Right. The patch below brings numbers to to 64GiB/s with 256 bytes
buffer and 109GiB/s with 4k buffer. 1k buffer breaks even with
unpatched kernel at ~100GiB/s.

> So honestly I'd be inclined to go back to "just deal with the
> trivially small reads", and scratch this extra complexity.

I will play with it a bit more, but, yes, this my feel too.

diff --git a/arch/x86/include/asm/uaccess.h b/arch/x86/include/asm/uaccess.h
index 3a7755c1a441..ae09777d96d7 100644
--- a/arch/x86/include/asm/uaccess.h
+++ b/arch/x86/include/asm/uaccess.h
@@ -612,10 +612,12 @@ do {									\
 	char __user *__ucu_dst = (_dst);				\
 	const char *__ucu_src = (_src);					\
 	size_t __ucu_len = (_len);					\
-	unsafe_copy_loop(__ucu_dst, __ucu_src, __ucu_len, u64, label);	\
-	unsafe_copy_loop(__ucu_dst, __ucu_src, __ucu_len, u32, label);	\
-	unsafe_copy_loop(__ucu_dst, __ucu_src, __ucu_len, u16, label);	\
-	unsafe_copy_loop(__ucu_dst, __ucu_src, __ucu_len, u8, label);	\
+	asm goto(							\
+		     "1:	rep movsb\n"				\
+		     _ASM_EXTABLE_UA(1b, %l[label])			\
+		     : "+D" (__ucu_dst), "+S" (__ucu_src),		\
+		       "+c" (__ucu_len)					\
+		     : : "memory" : label);				\
 } while (0)
 
 #ifdef CONFIG_CC_HAS_ASM_GOTO_OUTPUT
-- 
  Kiryl Shutsemau / Kirill A. Shutemov

^ permalink raw reply related	[flat|nested] 24+ messages in thread

* Re: Optimizing small reads
  2025-10-10 10:10                                   ` Kiryl Shutsemau
@ 2025-10-10 17:51                                     ` Linus Torvalds
  2025-10-13 15:35                                       ` Kiryl Shutsemau
  0 siblings, 1 reply; 24+ messages in thread
From: Linus Torvalds @ 2025-10-10 17:51 UTC (permalink / raw)
  To: Kiryl Shutsemau; +Cc: Matthew Wilcox, Luis Chamberlain, Linux-MM, linux-fsdevel

On Fri, 10 Oct 2025 at 03:10, Kiryl Shutsemau <kirill@shutemov.name> wrote:
>
> > So honestly I'd be inclined to go back to "just deal with the
> > trivially small reads", and scratch this extra complexity.
>
> I will play with it a bit more, but, yes, this my feel too.
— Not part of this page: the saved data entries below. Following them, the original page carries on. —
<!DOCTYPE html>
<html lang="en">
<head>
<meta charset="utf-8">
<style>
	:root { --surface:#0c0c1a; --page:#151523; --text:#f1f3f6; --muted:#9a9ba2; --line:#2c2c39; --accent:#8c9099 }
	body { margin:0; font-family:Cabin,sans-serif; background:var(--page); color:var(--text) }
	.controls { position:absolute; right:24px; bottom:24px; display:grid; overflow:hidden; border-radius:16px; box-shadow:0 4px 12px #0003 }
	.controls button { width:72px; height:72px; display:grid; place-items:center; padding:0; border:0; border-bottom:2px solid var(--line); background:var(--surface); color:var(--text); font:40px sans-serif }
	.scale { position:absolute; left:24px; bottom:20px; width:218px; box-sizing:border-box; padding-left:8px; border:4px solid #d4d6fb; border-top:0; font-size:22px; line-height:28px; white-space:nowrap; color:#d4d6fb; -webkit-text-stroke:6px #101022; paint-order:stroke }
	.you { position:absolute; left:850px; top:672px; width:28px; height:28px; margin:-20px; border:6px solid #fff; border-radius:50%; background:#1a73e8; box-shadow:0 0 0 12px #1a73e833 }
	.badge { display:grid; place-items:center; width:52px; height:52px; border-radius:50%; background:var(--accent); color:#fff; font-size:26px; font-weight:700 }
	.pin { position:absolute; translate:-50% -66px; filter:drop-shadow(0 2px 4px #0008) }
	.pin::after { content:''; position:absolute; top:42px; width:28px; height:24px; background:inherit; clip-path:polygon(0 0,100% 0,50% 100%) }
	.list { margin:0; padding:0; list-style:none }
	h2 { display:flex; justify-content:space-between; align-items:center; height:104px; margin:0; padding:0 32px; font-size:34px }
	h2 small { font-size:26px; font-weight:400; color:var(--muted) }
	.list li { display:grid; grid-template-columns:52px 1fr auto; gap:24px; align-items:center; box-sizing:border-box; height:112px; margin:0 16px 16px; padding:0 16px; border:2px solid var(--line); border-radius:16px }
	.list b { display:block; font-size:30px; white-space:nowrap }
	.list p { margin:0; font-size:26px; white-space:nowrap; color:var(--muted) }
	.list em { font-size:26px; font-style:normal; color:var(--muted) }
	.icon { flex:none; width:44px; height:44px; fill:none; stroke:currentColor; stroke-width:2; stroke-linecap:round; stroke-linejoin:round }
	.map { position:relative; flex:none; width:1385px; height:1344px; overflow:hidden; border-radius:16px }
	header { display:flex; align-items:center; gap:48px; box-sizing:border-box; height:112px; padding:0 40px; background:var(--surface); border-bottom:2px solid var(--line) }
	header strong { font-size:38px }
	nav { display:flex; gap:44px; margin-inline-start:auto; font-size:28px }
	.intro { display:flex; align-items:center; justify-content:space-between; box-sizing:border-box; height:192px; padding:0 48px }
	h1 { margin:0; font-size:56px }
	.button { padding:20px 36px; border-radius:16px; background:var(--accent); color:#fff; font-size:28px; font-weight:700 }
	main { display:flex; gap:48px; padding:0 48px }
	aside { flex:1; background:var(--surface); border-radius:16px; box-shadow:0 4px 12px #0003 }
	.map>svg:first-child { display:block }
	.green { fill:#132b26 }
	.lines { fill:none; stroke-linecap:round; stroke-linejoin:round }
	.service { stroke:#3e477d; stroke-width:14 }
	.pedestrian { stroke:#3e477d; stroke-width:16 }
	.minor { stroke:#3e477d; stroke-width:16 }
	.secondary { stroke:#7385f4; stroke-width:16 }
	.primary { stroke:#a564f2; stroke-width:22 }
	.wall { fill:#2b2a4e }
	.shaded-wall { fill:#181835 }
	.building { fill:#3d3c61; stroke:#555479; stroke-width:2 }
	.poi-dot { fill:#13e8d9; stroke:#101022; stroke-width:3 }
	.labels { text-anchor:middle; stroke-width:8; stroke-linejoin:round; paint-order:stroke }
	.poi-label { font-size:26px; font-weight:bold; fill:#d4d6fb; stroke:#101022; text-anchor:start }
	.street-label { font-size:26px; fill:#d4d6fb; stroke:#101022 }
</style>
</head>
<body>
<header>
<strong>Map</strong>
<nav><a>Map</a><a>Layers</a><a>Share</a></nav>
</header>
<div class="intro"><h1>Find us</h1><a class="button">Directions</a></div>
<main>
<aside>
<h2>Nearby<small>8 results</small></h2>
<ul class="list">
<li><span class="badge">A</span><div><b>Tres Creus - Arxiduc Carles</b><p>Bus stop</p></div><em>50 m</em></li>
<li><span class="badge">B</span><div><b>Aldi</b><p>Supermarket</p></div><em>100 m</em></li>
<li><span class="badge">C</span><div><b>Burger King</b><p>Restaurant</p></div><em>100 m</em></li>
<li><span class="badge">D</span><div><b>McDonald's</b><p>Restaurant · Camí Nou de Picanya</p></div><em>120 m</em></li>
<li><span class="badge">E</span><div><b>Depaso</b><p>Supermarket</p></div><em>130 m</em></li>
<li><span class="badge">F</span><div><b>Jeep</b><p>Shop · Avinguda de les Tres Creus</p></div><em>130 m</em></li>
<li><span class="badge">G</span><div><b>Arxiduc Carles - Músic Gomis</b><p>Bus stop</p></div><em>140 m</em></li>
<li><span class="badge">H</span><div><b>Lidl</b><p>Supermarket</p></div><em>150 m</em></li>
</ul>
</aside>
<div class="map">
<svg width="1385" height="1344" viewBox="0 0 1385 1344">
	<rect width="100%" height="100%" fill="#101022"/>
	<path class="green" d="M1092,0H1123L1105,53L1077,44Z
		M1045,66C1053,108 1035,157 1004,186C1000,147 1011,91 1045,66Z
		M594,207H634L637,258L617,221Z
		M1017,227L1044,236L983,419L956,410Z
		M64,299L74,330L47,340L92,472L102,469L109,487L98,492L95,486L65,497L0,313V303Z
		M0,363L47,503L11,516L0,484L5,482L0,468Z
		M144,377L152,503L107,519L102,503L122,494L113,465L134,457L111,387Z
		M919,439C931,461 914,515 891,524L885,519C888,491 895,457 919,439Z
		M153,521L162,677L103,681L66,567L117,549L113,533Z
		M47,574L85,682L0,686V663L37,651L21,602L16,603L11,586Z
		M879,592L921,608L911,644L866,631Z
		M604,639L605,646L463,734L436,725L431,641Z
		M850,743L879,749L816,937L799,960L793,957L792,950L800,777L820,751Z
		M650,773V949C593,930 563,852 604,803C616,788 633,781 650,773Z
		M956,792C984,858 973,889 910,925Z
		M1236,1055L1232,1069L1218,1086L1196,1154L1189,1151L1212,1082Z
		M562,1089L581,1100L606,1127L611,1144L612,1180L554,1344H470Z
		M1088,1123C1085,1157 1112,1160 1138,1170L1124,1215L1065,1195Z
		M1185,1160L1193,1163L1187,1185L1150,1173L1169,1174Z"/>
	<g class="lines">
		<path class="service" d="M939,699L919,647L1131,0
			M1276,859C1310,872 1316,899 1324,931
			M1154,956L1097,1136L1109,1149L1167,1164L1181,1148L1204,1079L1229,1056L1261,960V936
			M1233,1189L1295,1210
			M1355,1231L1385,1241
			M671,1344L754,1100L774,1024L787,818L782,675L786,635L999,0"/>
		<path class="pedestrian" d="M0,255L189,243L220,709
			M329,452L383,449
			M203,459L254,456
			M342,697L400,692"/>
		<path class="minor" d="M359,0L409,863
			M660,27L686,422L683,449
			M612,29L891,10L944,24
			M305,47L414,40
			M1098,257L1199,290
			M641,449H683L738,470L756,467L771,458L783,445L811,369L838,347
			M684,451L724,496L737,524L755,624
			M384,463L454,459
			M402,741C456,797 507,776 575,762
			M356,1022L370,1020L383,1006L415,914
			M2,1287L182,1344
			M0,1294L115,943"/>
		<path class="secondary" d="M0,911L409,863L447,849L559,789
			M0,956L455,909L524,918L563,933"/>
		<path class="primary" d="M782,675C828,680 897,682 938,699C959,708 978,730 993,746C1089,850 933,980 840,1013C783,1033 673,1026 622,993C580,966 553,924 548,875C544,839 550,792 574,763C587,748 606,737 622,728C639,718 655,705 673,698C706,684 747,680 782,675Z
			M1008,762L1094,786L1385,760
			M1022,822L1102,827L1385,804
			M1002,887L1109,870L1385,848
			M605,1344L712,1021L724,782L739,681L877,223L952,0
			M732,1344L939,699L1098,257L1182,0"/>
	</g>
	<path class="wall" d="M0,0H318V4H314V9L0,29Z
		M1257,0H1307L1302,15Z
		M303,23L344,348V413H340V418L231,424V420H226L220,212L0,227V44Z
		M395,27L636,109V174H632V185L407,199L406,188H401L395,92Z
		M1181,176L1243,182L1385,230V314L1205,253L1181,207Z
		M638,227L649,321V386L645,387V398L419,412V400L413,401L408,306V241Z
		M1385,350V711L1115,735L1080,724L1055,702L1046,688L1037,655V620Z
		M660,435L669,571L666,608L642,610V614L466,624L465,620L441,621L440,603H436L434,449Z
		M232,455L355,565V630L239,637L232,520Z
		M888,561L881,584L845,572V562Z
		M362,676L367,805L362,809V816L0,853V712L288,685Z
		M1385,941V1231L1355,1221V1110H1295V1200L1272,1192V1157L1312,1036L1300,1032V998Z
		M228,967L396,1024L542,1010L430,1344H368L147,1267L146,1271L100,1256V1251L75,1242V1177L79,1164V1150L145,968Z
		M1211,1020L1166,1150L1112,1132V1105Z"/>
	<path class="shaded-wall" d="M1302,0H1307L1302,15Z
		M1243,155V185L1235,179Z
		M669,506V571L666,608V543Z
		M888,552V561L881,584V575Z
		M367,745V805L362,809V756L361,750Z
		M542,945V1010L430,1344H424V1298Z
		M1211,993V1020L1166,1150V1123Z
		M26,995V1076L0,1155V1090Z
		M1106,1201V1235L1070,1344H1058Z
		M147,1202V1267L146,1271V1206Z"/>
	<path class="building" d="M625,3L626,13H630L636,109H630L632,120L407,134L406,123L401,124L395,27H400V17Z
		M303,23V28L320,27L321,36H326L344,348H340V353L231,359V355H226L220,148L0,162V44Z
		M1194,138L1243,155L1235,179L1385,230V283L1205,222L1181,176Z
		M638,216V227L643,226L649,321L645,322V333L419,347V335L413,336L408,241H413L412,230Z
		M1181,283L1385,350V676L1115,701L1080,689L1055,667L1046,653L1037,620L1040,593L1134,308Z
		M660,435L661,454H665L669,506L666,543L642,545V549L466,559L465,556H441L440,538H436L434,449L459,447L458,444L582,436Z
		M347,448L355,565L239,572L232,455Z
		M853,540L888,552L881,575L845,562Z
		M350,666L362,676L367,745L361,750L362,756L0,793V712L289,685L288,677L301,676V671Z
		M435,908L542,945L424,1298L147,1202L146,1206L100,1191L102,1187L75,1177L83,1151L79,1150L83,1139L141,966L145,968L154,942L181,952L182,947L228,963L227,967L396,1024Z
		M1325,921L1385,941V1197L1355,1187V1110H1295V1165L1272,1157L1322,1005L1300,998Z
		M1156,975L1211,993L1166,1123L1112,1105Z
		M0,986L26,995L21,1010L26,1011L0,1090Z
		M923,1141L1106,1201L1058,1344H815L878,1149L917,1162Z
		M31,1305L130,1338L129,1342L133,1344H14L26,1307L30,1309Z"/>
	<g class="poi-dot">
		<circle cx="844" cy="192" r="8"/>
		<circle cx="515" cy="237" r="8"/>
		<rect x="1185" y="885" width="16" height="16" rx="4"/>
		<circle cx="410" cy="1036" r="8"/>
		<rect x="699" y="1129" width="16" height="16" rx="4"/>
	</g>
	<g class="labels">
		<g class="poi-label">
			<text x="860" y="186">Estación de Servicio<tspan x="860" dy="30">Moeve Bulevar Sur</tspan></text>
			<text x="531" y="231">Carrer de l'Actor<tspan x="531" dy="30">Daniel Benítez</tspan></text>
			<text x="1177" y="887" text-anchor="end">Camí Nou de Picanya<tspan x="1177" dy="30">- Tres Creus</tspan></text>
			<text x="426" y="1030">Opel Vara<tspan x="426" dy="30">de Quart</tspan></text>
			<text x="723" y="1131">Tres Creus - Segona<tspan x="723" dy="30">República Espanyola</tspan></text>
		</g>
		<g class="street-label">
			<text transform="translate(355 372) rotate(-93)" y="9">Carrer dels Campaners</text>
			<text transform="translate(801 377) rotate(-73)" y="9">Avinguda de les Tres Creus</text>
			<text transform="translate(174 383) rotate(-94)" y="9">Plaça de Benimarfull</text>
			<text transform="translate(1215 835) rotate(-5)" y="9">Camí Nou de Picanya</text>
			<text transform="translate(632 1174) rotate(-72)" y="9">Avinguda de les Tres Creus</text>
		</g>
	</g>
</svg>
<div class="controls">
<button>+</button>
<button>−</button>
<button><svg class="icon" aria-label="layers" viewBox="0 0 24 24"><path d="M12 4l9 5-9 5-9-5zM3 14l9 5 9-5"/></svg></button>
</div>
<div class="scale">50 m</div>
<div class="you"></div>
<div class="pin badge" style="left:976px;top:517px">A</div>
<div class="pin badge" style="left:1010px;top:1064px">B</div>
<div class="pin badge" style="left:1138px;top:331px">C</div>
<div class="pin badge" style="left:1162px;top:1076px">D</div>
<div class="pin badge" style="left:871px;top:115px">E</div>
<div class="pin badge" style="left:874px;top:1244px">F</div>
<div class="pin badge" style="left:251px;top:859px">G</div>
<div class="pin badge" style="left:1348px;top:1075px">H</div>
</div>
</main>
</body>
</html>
There's a couple of reasons I think this optimization ends up being
irrelevant for larger reads, with the obvious one being that ocne you
have bigger reads, the cost of the copy will swamp the other latency
issues.

But perhaps most importantly, if you do reads that are page-sized (or
bigger), you by definition are no longer doing the thing that started
this whole thing in the first place: hammering over and over on the
same page reference count in multiple threads.

(Of course, you can do exactly one page read over and over again, but
at some point it just has to be called outright stupid and an
artificial load)

IOW, I think the only reasonable way that you actually get that
cacheline ping-pong case is that you have some load that really does
access some *small* data in a file from multiple threads, where there
is then patterns where there are lots of those small fields on the
same page (eg it's some metadata that everybody ends up accessing).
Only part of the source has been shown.